The secret of success is constancy to purpose. Benjamin Disraeli

Sixty fishing and environmental organizations and over 91,000 individuals contacted the ASMFC in support of strong new measures to protect Atlantic menhaden. (See lead story, page 1) Public input on this issue, according to the commission, was unprecedented, nearly four times the old record for most comments received.

If overwhelming public support was all it took to save menhaden, however, we would have won this battle long ago. We always believed that, given the opportunity to back real change, the many thousands of fishermen and wildlife enthusiasts up and down the coast who understand how important these little fish are would make their voices heard. But that opportunity, which came this year in the form of Addendum V to the Atlantic Menhaden Plan, was years in the making.

For over a decade, the NCMC was always there - at meetings of the Menhaden Management Board, Technical Committee, Advisory Panel and Stock Assessment Subcommittee, and dozens of ecosystem-based management meetings and workshops sponsored by NOAA, the Chesapeake Bay Program and others. We were tireless in informing, assisting and, yes, pushing the commission toward an ecosystems approach, making certain that menhaden’s importance as forage would be a topic at every single meeting where it was discussed.

THE SET-UP

When the ASMFC finally moved to adopt a new overfishing threshold that would trigger rebuilding, the commission neglected to suggest specific rebuilding targets to manage the fishery to. So we immediately went to work providing the Plan Development Team with information on a range of targets that would protect menhaden’s ecological role while still providing fishing opportunities.

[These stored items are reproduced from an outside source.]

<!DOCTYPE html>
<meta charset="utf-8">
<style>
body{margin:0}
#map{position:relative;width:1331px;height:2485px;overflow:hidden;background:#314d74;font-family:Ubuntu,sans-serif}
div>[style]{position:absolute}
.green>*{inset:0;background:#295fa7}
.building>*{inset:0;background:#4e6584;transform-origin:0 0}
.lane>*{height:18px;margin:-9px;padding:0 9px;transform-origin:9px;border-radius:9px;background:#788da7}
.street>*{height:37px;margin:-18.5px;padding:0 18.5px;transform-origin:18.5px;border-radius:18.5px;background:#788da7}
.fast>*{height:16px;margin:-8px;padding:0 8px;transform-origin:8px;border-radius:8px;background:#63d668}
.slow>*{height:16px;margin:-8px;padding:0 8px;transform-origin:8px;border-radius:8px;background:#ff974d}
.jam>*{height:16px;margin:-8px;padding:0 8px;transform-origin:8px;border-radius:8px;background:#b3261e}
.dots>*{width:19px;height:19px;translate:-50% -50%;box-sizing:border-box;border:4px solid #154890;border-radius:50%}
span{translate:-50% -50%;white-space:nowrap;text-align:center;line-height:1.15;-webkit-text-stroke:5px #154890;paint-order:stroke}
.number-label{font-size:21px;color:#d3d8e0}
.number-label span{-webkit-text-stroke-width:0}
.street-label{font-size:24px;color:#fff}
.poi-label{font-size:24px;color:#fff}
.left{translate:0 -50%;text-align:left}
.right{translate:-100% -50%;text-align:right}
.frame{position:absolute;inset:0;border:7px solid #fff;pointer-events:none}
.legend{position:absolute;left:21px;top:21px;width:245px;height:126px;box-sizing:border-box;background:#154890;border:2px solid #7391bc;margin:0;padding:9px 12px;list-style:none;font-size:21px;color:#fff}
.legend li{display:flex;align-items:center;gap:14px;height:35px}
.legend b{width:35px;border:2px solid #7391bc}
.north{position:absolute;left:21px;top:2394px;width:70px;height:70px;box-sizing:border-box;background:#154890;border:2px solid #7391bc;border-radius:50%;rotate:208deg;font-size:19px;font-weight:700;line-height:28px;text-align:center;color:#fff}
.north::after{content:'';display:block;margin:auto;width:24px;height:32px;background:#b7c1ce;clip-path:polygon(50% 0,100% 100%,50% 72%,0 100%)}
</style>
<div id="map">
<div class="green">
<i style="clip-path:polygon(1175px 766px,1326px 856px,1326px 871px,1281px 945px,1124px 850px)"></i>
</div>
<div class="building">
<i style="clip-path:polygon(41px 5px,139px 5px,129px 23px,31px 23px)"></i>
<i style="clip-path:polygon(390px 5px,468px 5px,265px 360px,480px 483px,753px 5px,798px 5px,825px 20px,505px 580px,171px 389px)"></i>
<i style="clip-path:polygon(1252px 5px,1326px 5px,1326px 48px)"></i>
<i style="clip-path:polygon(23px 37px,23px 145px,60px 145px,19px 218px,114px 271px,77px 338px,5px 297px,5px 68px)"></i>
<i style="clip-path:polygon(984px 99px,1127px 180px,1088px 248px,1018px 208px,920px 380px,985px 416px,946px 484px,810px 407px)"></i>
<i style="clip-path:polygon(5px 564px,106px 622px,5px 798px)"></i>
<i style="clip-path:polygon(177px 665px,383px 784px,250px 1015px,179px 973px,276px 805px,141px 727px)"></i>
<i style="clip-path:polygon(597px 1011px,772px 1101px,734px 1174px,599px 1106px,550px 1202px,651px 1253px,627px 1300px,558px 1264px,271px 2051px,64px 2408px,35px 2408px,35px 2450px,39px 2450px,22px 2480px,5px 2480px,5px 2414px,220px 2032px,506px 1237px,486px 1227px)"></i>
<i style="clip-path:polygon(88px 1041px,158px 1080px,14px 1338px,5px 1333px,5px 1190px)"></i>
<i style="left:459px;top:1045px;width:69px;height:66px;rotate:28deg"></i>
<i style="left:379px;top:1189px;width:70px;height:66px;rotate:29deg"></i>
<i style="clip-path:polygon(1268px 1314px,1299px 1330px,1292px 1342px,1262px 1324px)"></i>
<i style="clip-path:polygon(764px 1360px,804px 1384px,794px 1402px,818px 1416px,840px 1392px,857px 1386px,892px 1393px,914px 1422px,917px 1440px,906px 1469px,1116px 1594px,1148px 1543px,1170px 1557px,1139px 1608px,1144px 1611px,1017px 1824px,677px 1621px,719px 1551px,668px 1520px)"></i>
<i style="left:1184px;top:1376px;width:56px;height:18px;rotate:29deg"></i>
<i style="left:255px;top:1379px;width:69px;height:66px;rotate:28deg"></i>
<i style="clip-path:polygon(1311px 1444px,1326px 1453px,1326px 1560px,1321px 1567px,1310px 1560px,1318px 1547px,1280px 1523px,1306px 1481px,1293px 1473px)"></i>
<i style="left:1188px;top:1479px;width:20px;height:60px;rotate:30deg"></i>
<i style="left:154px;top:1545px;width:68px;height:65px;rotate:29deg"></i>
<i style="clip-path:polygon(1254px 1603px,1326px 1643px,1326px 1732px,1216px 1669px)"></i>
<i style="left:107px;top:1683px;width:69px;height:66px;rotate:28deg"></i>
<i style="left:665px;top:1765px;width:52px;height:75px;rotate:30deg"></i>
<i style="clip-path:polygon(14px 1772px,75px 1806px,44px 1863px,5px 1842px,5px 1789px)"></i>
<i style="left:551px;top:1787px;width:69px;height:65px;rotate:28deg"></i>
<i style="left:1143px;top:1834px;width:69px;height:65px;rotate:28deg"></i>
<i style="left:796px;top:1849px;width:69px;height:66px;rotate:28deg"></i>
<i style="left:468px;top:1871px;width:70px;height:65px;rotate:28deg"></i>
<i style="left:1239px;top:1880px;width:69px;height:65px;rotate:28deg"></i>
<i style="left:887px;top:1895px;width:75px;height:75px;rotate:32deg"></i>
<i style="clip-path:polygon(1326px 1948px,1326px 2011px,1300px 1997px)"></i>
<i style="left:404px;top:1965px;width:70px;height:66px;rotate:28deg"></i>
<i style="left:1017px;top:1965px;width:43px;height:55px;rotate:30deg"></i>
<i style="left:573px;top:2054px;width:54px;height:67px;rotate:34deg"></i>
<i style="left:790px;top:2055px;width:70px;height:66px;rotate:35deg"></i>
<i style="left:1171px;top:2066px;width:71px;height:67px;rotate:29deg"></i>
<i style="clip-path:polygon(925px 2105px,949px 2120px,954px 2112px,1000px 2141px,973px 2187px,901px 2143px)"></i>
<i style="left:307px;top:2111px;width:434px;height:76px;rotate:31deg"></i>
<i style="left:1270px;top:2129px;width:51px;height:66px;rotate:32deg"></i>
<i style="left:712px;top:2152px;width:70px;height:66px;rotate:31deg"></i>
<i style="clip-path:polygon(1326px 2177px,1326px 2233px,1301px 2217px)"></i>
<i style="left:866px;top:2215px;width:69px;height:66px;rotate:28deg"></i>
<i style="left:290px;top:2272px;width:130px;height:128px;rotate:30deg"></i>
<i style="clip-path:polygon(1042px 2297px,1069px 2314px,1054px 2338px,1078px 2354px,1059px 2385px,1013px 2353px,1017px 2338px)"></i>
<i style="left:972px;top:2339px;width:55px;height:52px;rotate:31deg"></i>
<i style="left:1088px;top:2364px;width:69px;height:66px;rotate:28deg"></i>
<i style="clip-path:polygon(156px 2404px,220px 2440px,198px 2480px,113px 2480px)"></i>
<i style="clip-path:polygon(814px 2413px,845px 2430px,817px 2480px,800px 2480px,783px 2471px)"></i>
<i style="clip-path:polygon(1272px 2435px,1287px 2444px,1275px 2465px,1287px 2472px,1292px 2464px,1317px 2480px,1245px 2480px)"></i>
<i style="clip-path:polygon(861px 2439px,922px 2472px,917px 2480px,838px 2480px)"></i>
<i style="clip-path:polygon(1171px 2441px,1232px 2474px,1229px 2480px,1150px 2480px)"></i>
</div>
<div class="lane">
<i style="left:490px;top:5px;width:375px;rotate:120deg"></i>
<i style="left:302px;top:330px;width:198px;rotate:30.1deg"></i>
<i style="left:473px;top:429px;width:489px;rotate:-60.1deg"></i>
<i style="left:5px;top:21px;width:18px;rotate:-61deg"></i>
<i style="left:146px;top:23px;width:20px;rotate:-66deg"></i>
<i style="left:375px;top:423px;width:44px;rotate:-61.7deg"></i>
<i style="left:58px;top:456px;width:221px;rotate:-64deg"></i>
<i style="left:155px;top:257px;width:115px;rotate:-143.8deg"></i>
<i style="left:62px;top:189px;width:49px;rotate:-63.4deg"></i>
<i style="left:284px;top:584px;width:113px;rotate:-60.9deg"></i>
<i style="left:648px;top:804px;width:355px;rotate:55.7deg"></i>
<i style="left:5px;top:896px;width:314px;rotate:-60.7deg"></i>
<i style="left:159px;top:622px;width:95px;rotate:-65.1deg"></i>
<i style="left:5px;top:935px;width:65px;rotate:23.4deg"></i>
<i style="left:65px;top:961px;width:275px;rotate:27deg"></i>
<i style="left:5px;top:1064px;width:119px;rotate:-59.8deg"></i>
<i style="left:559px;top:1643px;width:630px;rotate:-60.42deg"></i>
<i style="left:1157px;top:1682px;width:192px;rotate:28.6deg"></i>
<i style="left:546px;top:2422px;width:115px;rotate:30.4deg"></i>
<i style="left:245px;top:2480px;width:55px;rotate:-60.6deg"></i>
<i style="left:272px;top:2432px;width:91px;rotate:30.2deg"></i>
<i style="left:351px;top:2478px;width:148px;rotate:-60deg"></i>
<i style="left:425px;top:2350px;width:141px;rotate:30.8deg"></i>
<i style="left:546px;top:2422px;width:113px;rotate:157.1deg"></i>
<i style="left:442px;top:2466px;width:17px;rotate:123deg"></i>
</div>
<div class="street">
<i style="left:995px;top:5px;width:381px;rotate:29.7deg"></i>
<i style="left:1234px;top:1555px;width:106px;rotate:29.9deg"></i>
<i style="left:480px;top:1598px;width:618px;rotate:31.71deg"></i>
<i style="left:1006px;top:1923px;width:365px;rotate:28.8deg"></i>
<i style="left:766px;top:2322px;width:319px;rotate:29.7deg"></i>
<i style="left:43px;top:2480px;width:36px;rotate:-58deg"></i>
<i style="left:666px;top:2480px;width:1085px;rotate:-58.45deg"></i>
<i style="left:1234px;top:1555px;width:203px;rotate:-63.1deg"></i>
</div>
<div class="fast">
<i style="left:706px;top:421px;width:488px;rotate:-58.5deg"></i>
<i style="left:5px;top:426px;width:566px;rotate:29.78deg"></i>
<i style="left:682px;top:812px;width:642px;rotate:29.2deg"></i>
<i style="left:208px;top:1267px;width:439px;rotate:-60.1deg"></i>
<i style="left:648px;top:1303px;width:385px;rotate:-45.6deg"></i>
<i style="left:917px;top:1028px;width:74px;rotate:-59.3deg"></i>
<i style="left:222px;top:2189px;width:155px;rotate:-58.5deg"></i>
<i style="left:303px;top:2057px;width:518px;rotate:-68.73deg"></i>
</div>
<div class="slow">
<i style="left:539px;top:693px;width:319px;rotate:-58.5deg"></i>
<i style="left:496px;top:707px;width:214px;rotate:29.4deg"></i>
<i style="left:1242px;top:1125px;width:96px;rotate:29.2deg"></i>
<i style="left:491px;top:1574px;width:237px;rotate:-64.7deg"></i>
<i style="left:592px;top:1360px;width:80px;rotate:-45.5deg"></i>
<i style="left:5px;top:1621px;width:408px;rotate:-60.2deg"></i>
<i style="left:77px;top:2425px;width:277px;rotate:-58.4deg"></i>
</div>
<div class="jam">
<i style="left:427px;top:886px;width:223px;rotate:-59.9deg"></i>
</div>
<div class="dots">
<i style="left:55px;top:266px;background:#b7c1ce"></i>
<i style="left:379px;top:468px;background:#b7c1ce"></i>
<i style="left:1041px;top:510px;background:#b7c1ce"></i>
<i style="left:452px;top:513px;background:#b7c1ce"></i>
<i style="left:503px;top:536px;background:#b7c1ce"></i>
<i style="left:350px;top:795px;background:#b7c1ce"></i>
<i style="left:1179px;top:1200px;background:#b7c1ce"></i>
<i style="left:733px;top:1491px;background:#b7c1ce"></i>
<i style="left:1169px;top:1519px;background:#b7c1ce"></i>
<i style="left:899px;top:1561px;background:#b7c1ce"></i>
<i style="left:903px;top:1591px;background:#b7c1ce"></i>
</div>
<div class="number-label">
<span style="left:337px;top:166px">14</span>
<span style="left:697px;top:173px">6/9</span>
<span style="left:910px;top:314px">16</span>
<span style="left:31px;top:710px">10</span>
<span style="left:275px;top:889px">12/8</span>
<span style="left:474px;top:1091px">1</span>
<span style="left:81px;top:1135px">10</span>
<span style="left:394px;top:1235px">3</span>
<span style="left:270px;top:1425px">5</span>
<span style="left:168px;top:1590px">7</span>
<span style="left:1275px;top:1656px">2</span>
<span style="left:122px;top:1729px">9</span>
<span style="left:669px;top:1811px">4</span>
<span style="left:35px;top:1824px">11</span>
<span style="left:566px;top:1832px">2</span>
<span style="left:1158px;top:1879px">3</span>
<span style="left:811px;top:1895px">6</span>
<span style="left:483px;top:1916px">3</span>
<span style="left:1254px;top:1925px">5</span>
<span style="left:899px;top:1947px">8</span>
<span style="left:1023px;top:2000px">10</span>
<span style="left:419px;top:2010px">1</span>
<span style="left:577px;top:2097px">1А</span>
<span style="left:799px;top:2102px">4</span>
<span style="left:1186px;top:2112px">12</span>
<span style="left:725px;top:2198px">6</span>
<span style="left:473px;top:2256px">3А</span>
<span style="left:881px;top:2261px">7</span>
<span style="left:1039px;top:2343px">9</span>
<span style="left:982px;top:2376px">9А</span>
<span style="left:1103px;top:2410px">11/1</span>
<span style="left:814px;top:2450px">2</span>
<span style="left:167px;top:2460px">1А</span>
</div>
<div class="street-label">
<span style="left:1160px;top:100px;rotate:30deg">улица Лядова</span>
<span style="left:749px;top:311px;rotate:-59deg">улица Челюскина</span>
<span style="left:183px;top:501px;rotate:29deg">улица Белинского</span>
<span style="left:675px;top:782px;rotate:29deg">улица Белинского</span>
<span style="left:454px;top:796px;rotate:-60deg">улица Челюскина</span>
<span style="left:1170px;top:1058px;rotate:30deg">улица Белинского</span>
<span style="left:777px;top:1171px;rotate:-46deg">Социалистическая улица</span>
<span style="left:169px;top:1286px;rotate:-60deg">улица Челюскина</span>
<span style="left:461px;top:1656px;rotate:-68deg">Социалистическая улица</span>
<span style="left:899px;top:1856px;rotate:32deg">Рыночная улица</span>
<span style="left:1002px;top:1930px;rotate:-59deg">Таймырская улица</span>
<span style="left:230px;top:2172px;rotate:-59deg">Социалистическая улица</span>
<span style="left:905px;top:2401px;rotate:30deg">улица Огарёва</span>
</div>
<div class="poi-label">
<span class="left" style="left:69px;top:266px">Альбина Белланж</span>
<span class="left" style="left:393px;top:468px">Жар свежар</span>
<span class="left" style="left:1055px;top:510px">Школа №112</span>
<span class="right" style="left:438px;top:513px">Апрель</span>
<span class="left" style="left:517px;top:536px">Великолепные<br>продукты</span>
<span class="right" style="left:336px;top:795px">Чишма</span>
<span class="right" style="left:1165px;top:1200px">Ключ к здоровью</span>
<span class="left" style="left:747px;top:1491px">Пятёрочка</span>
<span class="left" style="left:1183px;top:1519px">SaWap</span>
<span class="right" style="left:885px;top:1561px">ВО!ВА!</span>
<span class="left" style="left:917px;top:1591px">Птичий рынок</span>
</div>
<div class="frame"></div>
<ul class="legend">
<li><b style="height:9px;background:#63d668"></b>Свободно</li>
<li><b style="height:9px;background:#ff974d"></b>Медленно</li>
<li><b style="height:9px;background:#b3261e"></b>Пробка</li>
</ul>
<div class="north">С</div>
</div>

Here’s where our previous work within ASMFC and with other institutions came into play. It was NCMC that initiated the recent changes to federal fisheries guidelines calling for forage fish to be maintained at a higher population size than other species, or more than 40% of the unfished level. We started the campaign to get the Marine Stewardship Council to consider ecological standards for certifying forage fish as “sustainable,” resulting in new MSC criteria, including a target reference point for forage species like menhaden of at least 40%.

We submitted reviews of scientific papers on setting targets safely above thresholds and rebutting industry claims that only the environment, not fishing, affects menhaden abundance. We brought forward authoritative science showing that, even if ecological considerations are ignored, a target of 30% is a standard measure for a sustainable fishery. In the end, an addendum that began in March with only a 15% threshold offered the public target options of 30% and 40%.

The rest, as they say, is history. To use a sports analogy, we played the game for the full nine innings, eventually moving a runner into scoring position. Then, in the bottom of the ninth, out came the heavy hitters – 91,000 of them - to drive it home.